### Task goal
Exactly the lines from the opening of the records through the line containing "position:absolute; left:0px; top:684px;" should be copied, with both included.

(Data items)
━━━━━━

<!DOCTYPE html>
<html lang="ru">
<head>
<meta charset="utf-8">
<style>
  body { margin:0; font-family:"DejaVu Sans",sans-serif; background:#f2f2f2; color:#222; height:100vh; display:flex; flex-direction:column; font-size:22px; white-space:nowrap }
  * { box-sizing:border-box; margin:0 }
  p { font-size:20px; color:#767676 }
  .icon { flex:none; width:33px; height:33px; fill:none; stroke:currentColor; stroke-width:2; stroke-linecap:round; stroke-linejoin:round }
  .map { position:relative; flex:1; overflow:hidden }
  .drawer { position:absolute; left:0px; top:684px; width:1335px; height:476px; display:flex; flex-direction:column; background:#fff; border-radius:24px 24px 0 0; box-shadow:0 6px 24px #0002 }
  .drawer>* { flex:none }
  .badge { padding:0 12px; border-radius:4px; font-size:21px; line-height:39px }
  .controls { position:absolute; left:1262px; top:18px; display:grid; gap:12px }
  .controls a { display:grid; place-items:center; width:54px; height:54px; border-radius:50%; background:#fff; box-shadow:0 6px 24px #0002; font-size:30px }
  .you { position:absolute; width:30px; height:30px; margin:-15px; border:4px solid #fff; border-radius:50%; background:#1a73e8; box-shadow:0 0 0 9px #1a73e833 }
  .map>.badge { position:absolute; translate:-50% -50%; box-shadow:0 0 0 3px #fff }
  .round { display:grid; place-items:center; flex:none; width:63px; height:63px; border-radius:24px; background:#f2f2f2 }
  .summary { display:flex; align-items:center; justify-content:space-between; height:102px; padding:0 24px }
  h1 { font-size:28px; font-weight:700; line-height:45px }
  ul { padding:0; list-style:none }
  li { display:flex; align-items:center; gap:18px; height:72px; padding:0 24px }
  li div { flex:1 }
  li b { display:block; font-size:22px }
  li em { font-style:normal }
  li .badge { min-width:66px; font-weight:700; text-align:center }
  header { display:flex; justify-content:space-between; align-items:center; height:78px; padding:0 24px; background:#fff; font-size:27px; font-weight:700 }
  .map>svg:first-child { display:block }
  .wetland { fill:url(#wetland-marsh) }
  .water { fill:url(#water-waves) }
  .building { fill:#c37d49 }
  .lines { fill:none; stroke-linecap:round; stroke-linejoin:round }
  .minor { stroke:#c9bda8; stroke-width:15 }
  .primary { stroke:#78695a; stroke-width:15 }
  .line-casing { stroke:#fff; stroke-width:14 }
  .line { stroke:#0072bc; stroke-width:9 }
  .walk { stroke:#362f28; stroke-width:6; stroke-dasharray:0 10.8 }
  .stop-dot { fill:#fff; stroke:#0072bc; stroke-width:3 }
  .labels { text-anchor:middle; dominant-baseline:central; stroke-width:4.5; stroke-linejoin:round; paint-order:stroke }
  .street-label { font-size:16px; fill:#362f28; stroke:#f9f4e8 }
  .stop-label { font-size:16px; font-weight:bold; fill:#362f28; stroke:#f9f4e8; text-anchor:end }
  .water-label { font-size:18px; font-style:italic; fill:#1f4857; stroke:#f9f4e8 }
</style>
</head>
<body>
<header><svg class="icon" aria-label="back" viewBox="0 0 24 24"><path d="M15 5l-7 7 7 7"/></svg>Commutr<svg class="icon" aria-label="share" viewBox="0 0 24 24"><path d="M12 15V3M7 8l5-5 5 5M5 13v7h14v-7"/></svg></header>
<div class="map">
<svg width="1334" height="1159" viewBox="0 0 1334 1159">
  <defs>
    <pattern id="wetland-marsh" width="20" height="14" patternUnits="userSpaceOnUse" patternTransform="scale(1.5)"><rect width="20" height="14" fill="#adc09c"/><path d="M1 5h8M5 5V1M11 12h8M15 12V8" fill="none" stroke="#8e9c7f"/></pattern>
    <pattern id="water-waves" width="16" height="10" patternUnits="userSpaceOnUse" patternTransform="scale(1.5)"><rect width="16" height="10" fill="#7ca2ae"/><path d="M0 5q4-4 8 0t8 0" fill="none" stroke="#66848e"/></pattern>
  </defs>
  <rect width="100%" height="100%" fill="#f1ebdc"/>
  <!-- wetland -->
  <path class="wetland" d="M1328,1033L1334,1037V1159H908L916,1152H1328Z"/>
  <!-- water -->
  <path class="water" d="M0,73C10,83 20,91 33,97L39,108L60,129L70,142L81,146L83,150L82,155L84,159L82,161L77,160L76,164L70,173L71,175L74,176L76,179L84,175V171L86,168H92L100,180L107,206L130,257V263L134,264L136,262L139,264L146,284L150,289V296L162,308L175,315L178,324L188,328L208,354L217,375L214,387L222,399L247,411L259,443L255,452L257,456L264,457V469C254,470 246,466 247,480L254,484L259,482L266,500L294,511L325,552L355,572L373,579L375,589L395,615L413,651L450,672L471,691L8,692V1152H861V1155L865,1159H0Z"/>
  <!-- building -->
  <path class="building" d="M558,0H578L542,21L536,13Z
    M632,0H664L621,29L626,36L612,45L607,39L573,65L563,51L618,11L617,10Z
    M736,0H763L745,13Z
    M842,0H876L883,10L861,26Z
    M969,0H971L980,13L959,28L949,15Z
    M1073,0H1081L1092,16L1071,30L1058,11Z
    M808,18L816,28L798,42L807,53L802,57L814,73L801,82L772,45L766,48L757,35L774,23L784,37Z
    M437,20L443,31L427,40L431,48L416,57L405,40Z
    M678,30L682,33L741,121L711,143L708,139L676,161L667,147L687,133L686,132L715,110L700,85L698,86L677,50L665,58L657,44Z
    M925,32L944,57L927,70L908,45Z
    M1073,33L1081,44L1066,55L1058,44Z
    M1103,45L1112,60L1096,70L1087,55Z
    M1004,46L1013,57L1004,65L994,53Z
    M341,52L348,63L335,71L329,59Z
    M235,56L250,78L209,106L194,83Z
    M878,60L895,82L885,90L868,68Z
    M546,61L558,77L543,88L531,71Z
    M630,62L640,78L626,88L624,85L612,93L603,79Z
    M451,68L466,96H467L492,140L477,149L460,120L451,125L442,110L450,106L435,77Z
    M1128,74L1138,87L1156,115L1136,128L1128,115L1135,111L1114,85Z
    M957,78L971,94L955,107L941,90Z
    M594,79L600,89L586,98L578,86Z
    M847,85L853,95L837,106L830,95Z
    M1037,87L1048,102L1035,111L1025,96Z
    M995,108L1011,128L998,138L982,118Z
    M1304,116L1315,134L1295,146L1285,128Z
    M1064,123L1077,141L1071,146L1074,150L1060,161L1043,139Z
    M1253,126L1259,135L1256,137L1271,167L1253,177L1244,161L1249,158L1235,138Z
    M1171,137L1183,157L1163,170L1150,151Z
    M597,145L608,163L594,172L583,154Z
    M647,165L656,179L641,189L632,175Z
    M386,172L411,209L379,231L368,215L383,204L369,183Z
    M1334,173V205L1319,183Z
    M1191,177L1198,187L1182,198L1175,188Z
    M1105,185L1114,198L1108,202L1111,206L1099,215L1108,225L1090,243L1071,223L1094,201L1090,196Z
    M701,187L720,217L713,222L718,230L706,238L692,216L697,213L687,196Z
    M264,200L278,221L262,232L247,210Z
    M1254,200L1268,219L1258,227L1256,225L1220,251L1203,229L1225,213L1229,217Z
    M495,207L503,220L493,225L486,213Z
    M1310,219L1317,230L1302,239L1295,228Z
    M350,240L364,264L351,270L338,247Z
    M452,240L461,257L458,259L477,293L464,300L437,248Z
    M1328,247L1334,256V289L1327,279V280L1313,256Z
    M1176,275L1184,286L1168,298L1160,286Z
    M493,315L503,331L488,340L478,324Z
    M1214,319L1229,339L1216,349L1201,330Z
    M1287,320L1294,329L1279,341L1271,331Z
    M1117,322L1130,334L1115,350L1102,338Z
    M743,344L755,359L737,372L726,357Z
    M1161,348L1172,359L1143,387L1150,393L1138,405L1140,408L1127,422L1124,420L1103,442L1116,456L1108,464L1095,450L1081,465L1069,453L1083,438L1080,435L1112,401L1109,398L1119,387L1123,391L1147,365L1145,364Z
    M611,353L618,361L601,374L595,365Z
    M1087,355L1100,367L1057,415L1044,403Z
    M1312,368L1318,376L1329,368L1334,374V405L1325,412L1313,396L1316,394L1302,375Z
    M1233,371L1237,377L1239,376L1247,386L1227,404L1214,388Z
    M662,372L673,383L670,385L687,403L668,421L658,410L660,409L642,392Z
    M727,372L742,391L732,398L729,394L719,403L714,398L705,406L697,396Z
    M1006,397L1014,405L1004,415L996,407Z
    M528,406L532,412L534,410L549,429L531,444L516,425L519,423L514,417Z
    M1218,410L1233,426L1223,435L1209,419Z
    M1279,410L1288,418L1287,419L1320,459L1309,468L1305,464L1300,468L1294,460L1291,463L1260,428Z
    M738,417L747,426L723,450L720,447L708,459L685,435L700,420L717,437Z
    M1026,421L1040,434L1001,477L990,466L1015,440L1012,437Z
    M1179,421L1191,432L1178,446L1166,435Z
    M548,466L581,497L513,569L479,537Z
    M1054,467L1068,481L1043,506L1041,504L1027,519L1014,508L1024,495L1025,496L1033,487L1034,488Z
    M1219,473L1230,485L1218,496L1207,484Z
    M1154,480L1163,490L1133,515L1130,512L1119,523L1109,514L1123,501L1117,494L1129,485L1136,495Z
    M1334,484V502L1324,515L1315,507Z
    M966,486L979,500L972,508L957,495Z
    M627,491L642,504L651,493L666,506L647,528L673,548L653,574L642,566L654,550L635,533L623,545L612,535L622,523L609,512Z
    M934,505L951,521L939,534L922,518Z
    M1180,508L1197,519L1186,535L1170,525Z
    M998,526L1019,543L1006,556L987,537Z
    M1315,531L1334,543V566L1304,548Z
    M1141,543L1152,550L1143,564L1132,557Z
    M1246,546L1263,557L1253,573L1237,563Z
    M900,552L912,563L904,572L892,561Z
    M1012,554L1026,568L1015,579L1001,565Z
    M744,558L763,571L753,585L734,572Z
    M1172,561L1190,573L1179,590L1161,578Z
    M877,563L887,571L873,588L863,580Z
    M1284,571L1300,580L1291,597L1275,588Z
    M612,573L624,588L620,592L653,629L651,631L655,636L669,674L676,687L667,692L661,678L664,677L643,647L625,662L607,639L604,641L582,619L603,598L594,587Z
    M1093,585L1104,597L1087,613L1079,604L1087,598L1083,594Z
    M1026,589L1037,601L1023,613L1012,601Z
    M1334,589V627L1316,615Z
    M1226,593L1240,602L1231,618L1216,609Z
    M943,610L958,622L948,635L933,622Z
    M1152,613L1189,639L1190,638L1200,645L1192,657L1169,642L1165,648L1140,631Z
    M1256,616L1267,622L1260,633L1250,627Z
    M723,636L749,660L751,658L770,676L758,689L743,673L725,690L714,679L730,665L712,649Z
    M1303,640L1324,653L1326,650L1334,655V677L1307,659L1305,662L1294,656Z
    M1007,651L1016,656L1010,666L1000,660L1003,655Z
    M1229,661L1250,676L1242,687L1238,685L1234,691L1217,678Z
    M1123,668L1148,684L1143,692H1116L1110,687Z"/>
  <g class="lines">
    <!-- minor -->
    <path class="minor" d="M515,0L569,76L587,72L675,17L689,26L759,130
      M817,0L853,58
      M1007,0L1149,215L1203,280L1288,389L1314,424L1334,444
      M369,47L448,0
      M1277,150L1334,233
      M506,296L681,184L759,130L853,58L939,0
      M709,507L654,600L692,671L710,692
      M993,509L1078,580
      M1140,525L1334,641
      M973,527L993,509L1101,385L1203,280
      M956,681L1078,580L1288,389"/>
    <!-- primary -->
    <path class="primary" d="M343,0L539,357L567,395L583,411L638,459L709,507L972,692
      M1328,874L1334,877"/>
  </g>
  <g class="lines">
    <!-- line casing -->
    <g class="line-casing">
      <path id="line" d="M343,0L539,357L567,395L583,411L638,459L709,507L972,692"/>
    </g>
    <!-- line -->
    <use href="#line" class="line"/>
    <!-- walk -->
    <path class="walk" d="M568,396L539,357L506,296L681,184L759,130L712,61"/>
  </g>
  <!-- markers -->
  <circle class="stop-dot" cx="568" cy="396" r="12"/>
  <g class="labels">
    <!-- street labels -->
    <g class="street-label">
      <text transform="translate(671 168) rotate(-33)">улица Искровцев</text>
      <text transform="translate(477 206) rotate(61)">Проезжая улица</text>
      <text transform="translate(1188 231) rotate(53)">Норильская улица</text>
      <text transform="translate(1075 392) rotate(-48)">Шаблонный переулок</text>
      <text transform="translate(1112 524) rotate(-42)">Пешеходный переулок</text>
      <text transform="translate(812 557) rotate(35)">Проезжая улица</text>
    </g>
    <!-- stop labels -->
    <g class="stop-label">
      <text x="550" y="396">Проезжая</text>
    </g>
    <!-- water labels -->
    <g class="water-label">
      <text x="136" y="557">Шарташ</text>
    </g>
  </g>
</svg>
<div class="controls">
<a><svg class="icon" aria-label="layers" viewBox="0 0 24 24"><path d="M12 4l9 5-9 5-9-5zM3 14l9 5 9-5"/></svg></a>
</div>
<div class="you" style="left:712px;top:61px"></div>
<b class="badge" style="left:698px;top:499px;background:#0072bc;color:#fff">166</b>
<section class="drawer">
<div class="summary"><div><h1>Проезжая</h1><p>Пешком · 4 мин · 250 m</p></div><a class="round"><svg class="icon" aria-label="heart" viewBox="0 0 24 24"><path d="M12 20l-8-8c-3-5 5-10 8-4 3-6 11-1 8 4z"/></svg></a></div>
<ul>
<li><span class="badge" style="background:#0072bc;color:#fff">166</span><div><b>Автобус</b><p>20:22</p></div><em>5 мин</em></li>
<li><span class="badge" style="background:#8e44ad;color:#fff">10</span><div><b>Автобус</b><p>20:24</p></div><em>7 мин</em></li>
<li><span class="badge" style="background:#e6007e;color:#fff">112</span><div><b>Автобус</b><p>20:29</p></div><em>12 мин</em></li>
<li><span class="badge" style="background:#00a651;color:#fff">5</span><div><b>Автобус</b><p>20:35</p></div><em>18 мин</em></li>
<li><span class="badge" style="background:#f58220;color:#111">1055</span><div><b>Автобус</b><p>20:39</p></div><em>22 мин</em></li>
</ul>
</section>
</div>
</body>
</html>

━━━━━━

### Response to this task
<!DOCTYPE html>
<html lang="ru">
<head>
<meta charset="utf-8">
<style>
  body { margin:0; font-family:"DejaVu Sans",sans-serif; background:#f2f2f2; color:#222; height:100vh; display:flex; flex-direction:column; font-size:22px; white-space:nowrap }
  * { box-sizing:border-box; margin:0 }
  p { font-size:20px; color:#767676 }
  .icon { flex:none; width:33px; height:33px; fill:none; stroke:currentColor; stroke-width:2; stroke-linecap:round; stroke-linejoin:round }
  .map { position:relative; flex:1; overflow:hidden }
  .drawer { position:absolute; left:0px; top:684px; width:1335px; height:476px; display:flex; flex-direction:column; background:#fff; border-radius:24px 24px 0 0; box-shadow:0 6px 24px #0002 }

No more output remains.